It was found that among the patients having CKD without diabetes or hypertension, 46% belonged to other backward classes and 28% to scheduled castes. A majority of them belonged to sub-caste chase/sudra (18%), khandayat (19%), and kaibarta (15%). Around 26% had an agricultural occupation and 22% were agricultural laborers. Around 70% belonged to the lower socioeconomic group. The main drinking water sources were groundwater, such as from tube-wells (49%) and wells (41%). Among patients, 76% never consumed alcohol. In the villages studied, one-third of the villages and about 20% of the population were diagnosed with CKD without diabetes or hypertension.
In Figure 1 the prevalence of various stages of CKD with either diabetes or hypertension and without diabetes or hypertension is presented. It was found that among the patients who had CKD without diabetes or hypertension, the prevalence was stages I (22.6%), III (54.2%), IV (16.7%), and V (6.5%).
Figure 1.
Prevalence of various stages of chronic kidney diseases with either diabetes or hypertension and without diabetes or hypertension.
4. Discussion
In India, there is a paucity of data in the national registry on the incidence and prevalence of CKD [8,17,18]. Hence, the accurate burden of CKD in India is lacking. The approximate prevalence is around 800 per million population and the incidence of end-stage renal failure cases is about 200 per million population [20]. In our study total, 14.3% were diagnosed CKD and the prevalence of CKD without diabetes or hypertension was 10.8%. In India, a previous community-based screening showed about 17.2% of CKD cases [21]. A study conducted among 52,273 adults showed rates of CKD diagnosis in South India (36%), North India (28%), West India (26%), and East India (11%) [17].
The prevalence of various stages of CKD in our study was stages I (22.6%), III (54.2%), IV (16.7%), and V (6.5%).

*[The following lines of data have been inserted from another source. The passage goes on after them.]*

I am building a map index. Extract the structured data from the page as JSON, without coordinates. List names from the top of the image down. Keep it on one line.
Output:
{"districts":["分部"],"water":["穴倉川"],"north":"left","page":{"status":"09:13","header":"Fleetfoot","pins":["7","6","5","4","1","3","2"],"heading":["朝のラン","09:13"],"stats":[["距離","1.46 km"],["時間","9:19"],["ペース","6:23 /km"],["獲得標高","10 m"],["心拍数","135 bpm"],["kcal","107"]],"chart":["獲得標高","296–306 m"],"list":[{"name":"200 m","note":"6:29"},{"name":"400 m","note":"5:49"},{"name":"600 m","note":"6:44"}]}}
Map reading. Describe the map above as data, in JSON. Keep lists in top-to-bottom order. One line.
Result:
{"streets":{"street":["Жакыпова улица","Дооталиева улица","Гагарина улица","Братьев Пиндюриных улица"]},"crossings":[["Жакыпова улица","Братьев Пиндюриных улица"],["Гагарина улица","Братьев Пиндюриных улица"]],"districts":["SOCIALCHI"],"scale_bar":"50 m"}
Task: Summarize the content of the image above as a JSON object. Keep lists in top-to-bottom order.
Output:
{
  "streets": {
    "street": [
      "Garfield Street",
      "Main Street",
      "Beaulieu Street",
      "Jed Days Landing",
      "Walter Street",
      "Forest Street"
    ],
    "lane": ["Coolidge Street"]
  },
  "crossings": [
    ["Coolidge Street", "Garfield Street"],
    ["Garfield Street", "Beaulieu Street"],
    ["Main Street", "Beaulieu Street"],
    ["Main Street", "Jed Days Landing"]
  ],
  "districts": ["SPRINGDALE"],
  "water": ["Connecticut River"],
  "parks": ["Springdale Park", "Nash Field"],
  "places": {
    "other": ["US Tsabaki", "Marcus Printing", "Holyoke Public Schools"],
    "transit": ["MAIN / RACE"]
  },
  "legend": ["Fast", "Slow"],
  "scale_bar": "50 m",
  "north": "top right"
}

However, a study conducted among Indian central government employees over 18 years of age showed that about 6.6% had stage I, 5.4% stage II, and 3% stage III CKD [18]. Similarly, a community-based screening study in India (n = 6120) found that the prevalence of CKD in stages I (7%), II and III (4.3%), and IV and V (0.8%) [21]. Hypertension and diabetes were key risk factors for CKD and hypertension was the commonly occurring co-morbidity among CKD patients (49%) [18,19,20,21,22]. Being hypertensive puts an individual more at-risk for CKD. In India, diabetes and hypertension today account for 40%–60% of cases of CKD [23]. Singh NP et.al., reported that hypertension was associated with low GFR [20]. Even though hypertension is associated with CKD of unknown origin, because of the study nature we cannot establish temporal association. Additionally, studies have found that high blood pressure is common in CKD patients and might have created a biased result.
The worldwide prevalence of CKD is 11%–13% [3,23] with age-standardized prevalence among the 20 years and above population occurring in 10.4% of males and 11.8% of females [24]. In developing countries, the prevalence is 10.6% female and 12.5% male. However, in developed nations 8.6% of males and 9.6% of females are living with CKD [24]. According to a nationally representative sample survey, in China the CKD prevalence among adults is 10.8% [13]. In sub-Saharan Africa, there were poor data quality limits inferences for evidence [10]. The CKD prevalence by stages was stage I (3·5%), stage II (3·9%), stage III (7·6%), stage IV (0·4%), and stage V (0·1%) [3]. Hypertension (48.7%) and diabetes (17.4%) were the most common comorbidities for CKD [25]. The prevalence of end-stage renal failure was about 0.27%. According to MDRD, the prevalence of CKD was around 4% [25] and CKD of undetermined etiology at 16% [17].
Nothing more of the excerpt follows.